The Mukteswar Temple is found to be the earliest work from the Somvamsi period. Most scholars believe the temple is the successor to Parsurameswar Temple and built earlier to the Brahmeswara Temple (1060 CE). Percy Brown puts the date of construction of the temple to 950 CE. The presence of torana, which is not part of any other temple in the region makes this temple unique and some of the representations indicate the builders were starters of a new culture. The Somavamsi king Yayati I contributed to the building of the temple.

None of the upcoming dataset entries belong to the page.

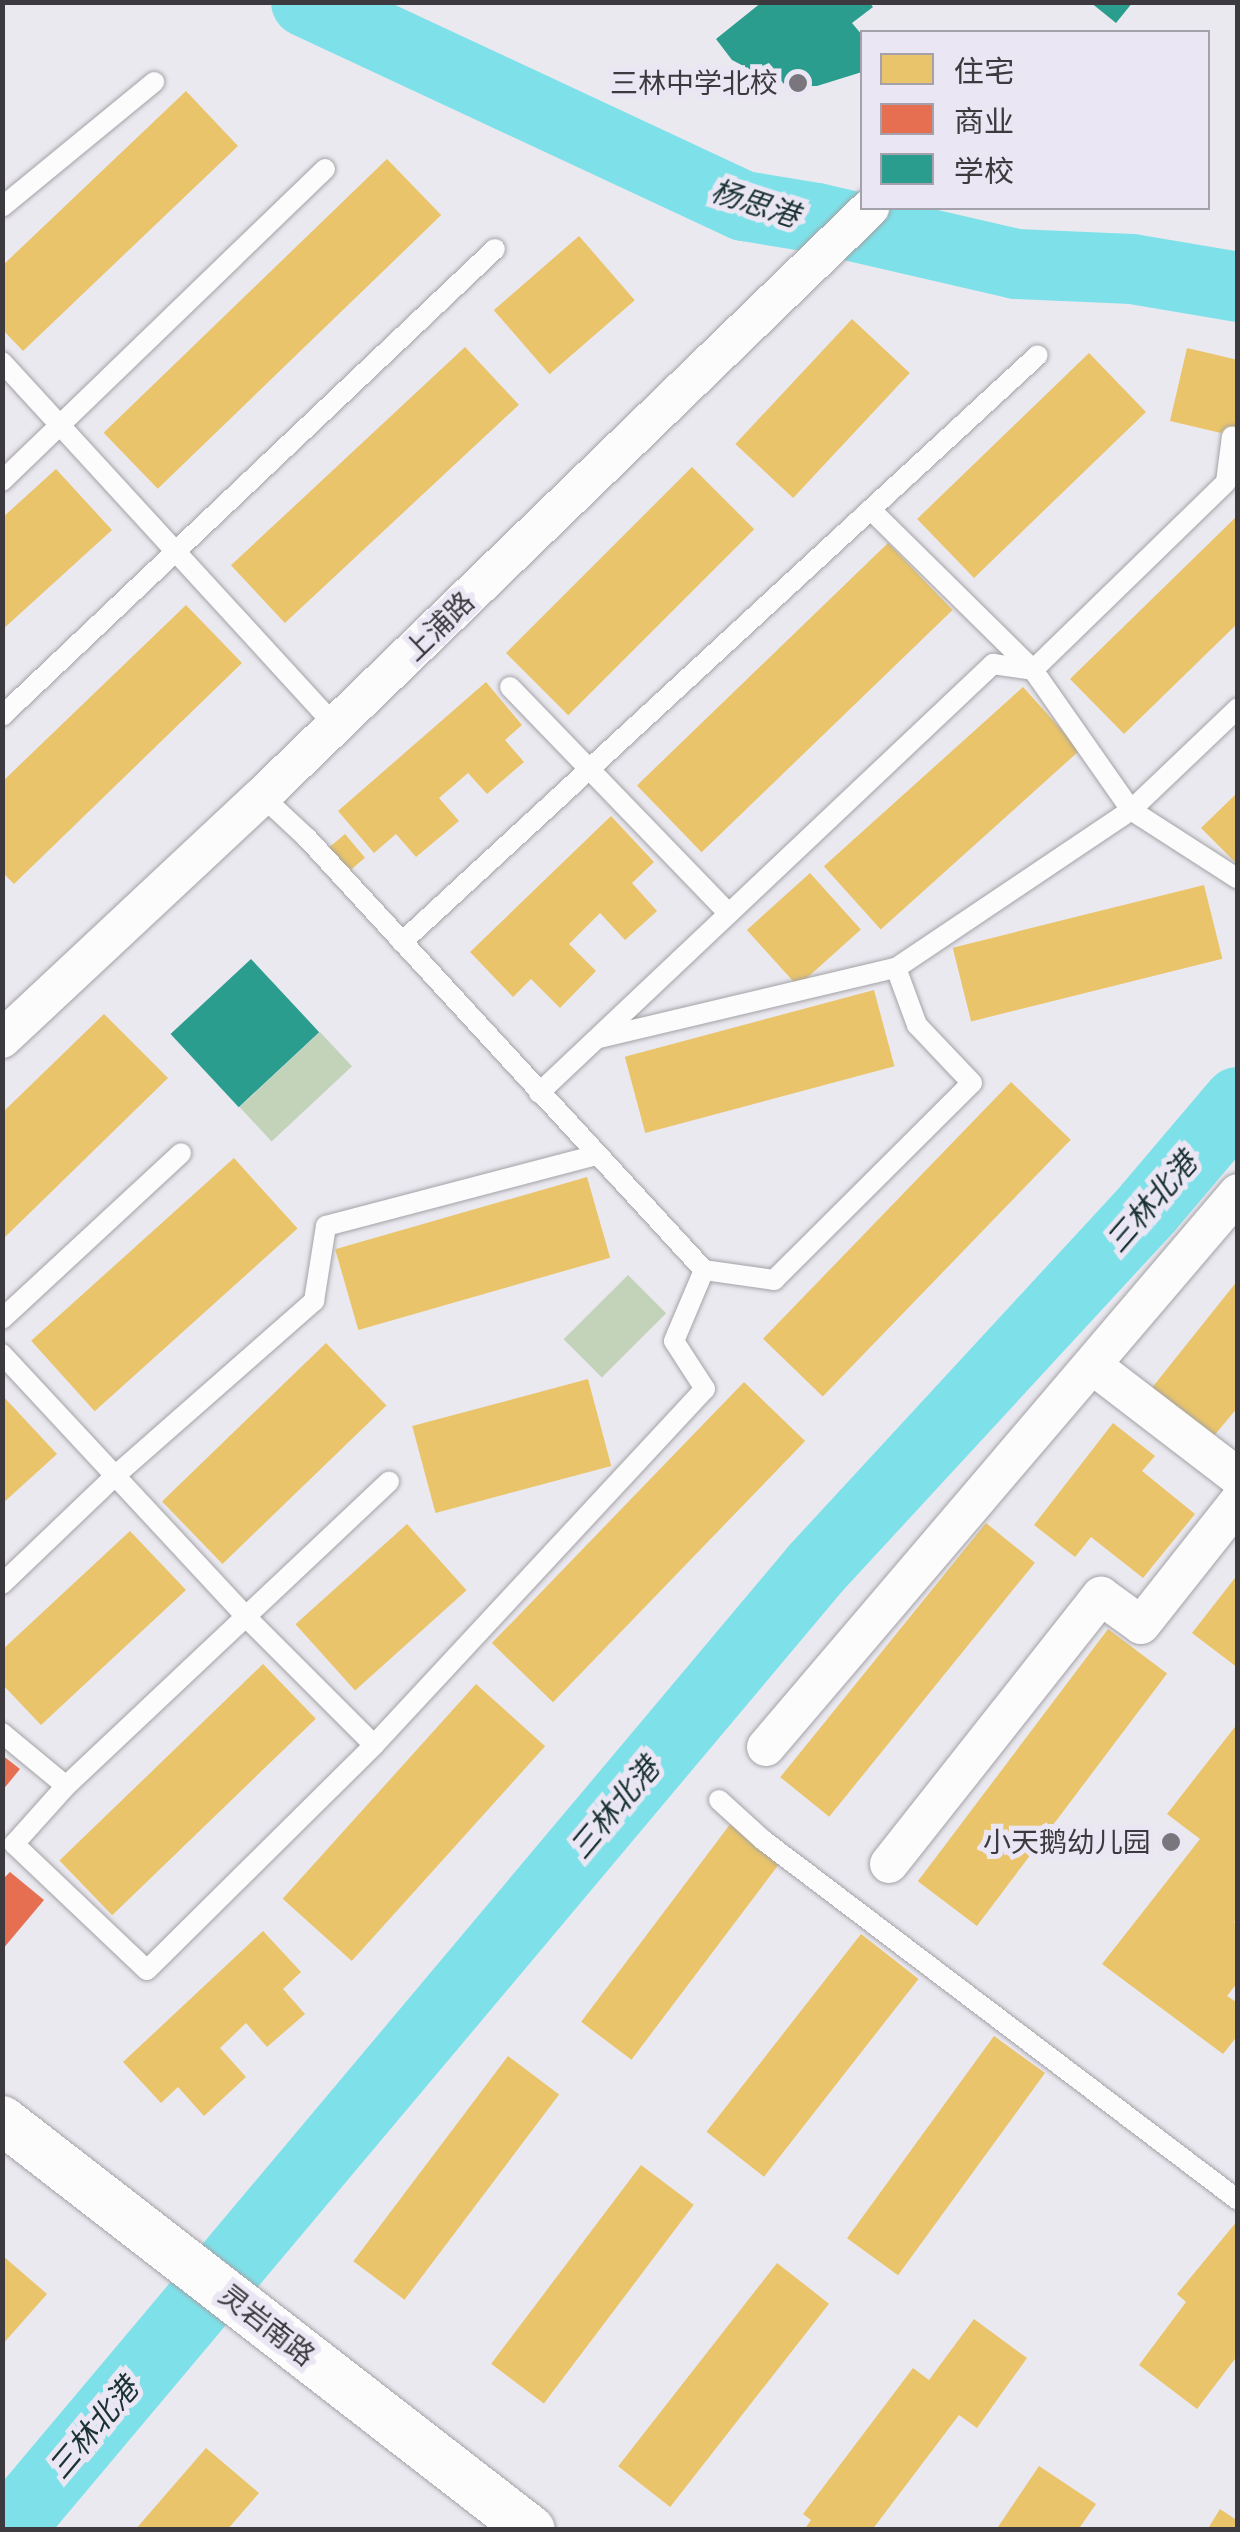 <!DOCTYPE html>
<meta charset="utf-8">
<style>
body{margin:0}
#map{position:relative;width:1240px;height:2532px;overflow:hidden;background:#ebe9f0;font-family:Lora,"Noto Sans SC",serif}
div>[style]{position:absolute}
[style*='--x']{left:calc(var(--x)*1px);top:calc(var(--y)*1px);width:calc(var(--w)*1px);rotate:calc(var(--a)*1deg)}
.green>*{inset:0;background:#c3d3ba;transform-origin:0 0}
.homes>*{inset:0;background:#e9c46a;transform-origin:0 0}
.shops>*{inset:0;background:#e76f51}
.schools>*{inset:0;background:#2a9d8f;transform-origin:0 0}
.river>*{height:70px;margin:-35px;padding:0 35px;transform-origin:35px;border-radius:35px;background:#7ee1e9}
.roads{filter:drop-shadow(0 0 2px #a3a2a6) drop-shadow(0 0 2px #a3a2a6)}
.service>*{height:20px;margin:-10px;padding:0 10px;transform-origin:10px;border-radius:10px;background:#fcfcfd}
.minor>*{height:38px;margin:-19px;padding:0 19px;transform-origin:19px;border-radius:19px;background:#fcfcfd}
.tertiary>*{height:48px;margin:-24px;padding:0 24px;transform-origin:24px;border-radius:24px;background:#fcfcfd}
.dots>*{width:28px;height:28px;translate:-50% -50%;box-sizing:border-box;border:5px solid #eae6f3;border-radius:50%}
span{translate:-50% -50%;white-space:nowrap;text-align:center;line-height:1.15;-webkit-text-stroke:10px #eae6f3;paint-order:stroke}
.poi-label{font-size:28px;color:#3c3a3f}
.right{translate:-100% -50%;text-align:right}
.street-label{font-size:28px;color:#3c3a3f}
.water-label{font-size:30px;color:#1a3233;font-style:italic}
.frame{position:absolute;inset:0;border:5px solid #3c3a3f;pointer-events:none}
.legend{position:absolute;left:860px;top:30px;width:350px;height:180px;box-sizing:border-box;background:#eae6f3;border:2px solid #a4a1ab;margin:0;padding:12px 18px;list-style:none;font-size:30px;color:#3c3a3f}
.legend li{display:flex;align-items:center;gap:20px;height:50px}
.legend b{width:50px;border:2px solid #a4a1ab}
</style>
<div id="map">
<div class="green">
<div style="left:320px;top:1032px;width:47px;height:110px;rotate:47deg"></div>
<div style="left:628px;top:1275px;width:54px;height:91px;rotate:45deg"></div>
</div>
<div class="homes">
<div style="clip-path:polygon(186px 91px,238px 146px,23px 351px,2px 329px,2px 266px)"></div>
<div style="left:387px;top:159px;width:78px;height:394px;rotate:46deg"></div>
<div style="left:579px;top:236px;width:85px;height:113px;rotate:49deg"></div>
<div style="left:852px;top:319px;width:79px;height:171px;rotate:43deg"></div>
<div style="left:465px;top:347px;width:79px;height:320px;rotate:47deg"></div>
<div style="clip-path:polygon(1187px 348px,1238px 360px,1238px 437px,1170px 421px)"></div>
<div style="left:1089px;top:353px;width:82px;height:239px;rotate:46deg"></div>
<div style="left:692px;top:467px;width:88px;height:263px;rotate:45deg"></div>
<div style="clip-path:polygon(56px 469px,112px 530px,2px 630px,2px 518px)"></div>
<div style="clip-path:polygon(1238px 515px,1238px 623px,1124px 734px,1070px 679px)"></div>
<div style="left:888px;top:543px;width:93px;height:349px;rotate:46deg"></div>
<div style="clip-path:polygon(186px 605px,242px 663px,14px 884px,2px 872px,2px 782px)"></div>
<div style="clip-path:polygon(486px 682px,522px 725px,505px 740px,524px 762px,487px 794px,468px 773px,439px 798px,459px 821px,416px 857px,396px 834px,374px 853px,338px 811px)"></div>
<div style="left:1023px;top:687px;width:85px;height:268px;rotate:48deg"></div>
<div style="clip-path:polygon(1238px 792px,1238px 865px,1201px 828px)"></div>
<div style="clip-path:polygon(611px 816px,654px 862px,632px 883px,657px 911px,625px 940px,600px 913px,569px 944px,596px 971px,560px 1008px,531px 979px,513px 997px,470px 952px)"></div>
<div style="left:345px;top:834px;width:31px;height:22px;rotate:50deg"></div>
<div style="left:810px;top:873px;width:76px;height:85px;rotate:48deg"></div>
<div style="left:1204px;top:885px;width:76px;height:259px;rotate:76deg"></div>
<div style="left:874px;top:990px;width:79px;height:258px;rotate:75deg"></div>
<div style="clip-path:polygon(104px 1014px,168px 1078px,2px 1240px,2px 1113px)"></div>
<div style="left:1011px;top:1082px;width:83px;height:357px;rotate:44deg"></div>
<div style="left:234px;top:1158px;width:95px;height:273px;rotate:48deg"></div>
<div style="left:587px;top:1177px;width:84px;height:262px;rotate:74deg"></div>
<div style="clip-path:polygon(1238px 1280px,1238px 1407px,1208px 1443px,1147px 1394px)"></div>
<div style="left:326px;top:1343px;width:87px;height:228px;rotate:46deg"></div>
<div style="left:588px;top:1379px;width:90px;height:182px;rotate:75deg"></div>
<div style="left:744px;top:1382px;width:85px;height:363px;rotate:44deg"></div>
<div style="clip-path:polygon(2px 1395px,57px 1454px,2px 1504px)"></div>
<div style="clip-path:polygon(1113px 1423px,1155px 1456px,1142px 1471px,1195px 1514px,1143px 1578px,1091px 1537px,1075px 1557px,1034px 1525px)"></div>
<div style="left:986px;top:1523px;width:63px;height:327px;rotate:39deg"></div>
<div style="left:407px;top:1524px;width:89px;height:150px;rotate:48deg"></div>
<div style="clip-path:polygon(130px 1531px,186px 1590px,41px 1725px,2px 1684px,2px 1650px)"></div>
<div style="clip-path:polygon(1238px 1574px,1238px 1668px,1192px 1633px)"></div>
<div style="left:1108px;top:1629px;width:74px;height:316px;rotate:37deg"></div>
<div style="left:263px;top:1664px;width:76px;height:283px;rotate:46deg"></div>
<div style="left:476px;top:1684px;width:93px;height:289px;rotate:42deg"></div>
<div style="clip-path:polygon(1238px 1723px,1238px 1917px,1234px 1922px,1238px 1925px,1238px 1982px,1227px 1996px,1238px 2003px,1238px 2035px,1223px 2054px,1102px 1964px,1200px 1839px,1167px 1814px)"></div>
<div style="left:731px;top:1823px;width:63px;height:249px;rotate:37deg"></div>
<div style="clip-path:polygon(263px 1931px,301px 1972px,283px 1989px,305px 2014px,267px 2047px,246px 2023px,220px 2048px,246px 2077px,204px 2116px,178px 2087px,161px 2103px,123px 2062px)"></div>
<div style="left:861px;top:1934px;width:73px;height:251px;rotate:38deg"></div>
<div style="left:994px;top:2036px;width:63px;height:250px;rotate:36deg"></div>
<div style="left:508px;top:2056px;width:64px;height:257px;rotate:37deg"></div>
<div style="left:641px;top:2165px;width:66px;height:249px;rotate:37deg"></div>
<div style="clip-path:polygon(1238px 2220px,1238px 2355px,1197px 2409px,1139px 2365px,1186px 2302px,1177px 2294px)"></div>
<div style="clip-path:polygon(2px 2255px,47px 2294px,2px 2345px)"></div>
<div style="left:777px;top:2263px;width:66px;height:258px;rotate:38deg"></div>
<div style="clip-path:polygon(974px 2319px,1027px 2358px,977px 2428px,959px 2415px,872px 2530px,804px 2530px,811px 2520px,803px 2514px,913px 2368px,929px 2380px)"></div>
<div style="clip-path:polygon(206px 2448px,259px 2493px,227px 2530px,135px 2530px)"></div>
<div style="clip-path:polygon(1039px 2466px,1096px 2504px,1078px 2530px,996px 2530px)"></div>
<div style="clip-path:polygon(1220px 2509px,1238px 2521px,1238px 2530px,1207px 2530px)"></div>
</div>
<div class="shops">
<div style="clip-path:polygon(2px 1755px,20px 1769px,2px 1791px)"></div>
<div style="clip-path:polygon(10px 1872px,44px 1900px,2px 1950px,2px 1880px)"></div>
</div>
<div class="schools">
<div style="clip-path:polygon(762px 2px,869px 2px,873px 7px,852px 23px,862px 35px,862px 72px,817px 86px,794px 86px,770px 80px,732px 60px,716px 39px)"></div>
<div style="clip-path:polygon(1090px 2px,1133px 2px,1116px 23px)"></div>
<div style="left:251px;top:959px;width:100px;height:110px;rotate:47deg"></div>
</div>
<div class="river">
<div style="--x:306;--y:2;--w:483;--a:25"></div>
<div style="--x:744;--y:206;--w:74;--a:9.3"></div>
<div style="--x:817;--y:218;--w:204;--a:13"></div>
<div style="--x:1016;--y:264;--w:116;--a:2.5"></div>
<div style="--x:1132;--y:269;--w:108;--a:9.6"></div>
<div style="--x:8;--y:2530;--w:1256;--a:-49.97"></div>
<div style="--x:816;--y:1568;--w:490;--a:-47.3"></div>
<div style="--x:1148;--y:1208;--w:139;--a:-49.7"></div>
</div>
<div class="roads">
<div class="service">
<div style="--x:2;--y:207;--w:197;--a:-39.4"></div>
<div style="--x:2;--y:362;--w:493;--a:47.5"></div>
<div style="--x:2;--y:481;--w:449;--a:-44"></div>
<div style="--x:872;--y:511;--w:226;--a:44.6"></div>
<div style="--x:1033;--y:670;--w:171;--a:55"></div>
<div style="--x:1131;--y:810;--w:127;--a:32.8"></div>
<div style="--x:510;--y:687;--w:315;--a:46"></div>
<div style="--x:2;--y:716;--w:679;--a:-43.45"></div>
<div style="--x:402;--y:942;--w:865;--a:-42.71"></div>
<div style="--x:599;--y:1038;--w:305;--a:-13.3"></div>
<div style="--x:539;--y:1093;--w:625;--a:-43.38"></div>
<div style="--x:993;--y:664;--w:40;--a:8.5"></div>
<div style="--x:1033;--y:670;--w:269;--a:-44.2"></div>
<div style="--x:1226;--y:482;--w:46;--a:-82.6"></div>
<div style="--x:704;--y:1270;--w:71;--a:8.1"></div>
<div style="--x:774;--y:1280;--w:279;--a:-44.9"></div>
<div style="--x:972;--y:1083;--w:80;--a:-133.5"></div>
<div style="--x:917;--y:1025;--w:61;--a:-110.2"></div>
<div style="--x:896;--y:968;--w:283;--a:-33.9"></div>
<div style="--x:1131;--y:810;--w:148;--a:-43.6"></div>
<div style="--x:2;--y:1319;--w:244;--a:-42.8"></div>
<div style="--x:2;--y:1354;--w:362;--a:47.1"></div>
<div style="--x:248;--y:1619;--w:178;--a:45"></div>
<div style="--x:2;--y:1584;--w:158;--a:-43.7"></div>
<div style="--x:116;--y:1475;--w:264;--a:-41.3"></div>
<div style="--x:314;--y:1301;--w:76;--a:-80.9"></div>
<div style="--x:326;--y:1226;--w:280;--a:-14.7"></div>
<div style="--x:2;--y:1733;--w:83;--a:39.6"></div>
<div style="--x:66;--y:1786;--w:78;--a:131.9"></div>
<div style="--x:14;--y:1844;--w:183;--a:43.5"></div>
<div style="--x:147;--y:1970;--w:320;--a:-44.7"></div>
<div style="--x:374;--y:1745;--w:486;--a:-47.1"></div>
<div style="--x:705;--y:1389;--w:57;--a:-122.9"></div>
<div style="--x:674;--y:1341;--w:77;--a:-67.1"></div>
<div style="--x:704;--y:1270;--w:587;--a:-132.58"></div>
<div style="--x:307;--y:838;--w:62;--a:-137"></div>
<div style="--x:66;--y:1786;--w:444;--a:-43.3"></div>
<div style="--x:719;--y:1800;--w:59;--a:42.3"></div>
<div style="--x:763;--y:1840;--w:596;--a:37.16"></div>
</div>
<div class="minor">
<div style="--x:2;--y:1039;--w:356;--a:-43.1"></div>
<div style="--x:262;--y:796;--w:846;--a:-44.04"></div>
<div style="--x:1092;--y:1365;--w:184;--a:37.5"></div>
<div style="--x:766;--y:1747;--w:728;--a:-49.57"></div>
<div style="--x:889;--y:1864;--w:342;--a:-51.7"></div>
<div style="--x:1101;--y:1596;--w:49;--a:35.9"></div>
<div style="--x:1141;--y:1625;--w:157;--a:-51.7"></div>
</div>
<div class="tertiary">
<div style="--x:2;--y:2120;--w:669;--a:37.78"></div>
</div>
</div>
<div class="dots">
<div style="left:798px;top:83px;background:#79777d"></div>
<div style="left:1171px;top:1842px;background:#79777d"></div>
</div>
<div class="poi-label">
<span class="right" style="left:778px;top:83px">三林中学北校</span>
<span class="right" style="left:1151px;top:1842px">小天鹅幼儿园</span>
</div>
<div class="street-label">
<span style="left:439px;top:626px;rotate:-44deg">上浦路</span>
<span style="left:267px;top:2325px;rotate:38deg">灵岩南路</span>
</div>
<div class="water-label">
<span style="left:755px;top:203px;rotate:18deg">杨思港</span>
<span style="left:1151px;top:1202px;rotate:-49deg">三林北港</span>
<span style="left:614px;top:1808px;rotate:-50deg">三林北港</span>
<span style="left:93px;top:2428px;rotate:-50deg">三林北港</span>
</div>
<div class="frame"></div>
<ul class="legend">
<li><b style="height:28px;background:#e9c46a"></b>住宅</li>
<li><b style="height:28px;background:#e76f51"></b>商业</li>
<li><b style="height:28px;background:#2a9d8f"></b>学校</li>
</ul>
</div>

Religious Significance :  Muktesvara means “Lord of Freedom”. The temple is dedicated to Hindu god Shiva. There are a number of sculptures of skeletal ascetics in teaching or meditation poses. Some scholars correlate the role of the temple as a center for Tantric initiation with the name Muktesvara as a possible thesis. The outer face of the compound wall has niches of Hindu deities like Saraswathi, Ganesha and Lakulisha (the fifth century founder of the Pashupata sect of tantric Saivism). The numerous images of Lakulisha are found in miniature forms within Chaitya arches, showing various mudras like yoga, Bhumispara and vyakyana wit yogapatta tied to their knees. They are accompanied by the images of the disciples. According to tradition, barren women give birth to sons if they take a dip in Madicha Kunda tank in the premises of the temple on the night before Ashokastami car festival. On the evening, the water in the tank is sold to the public.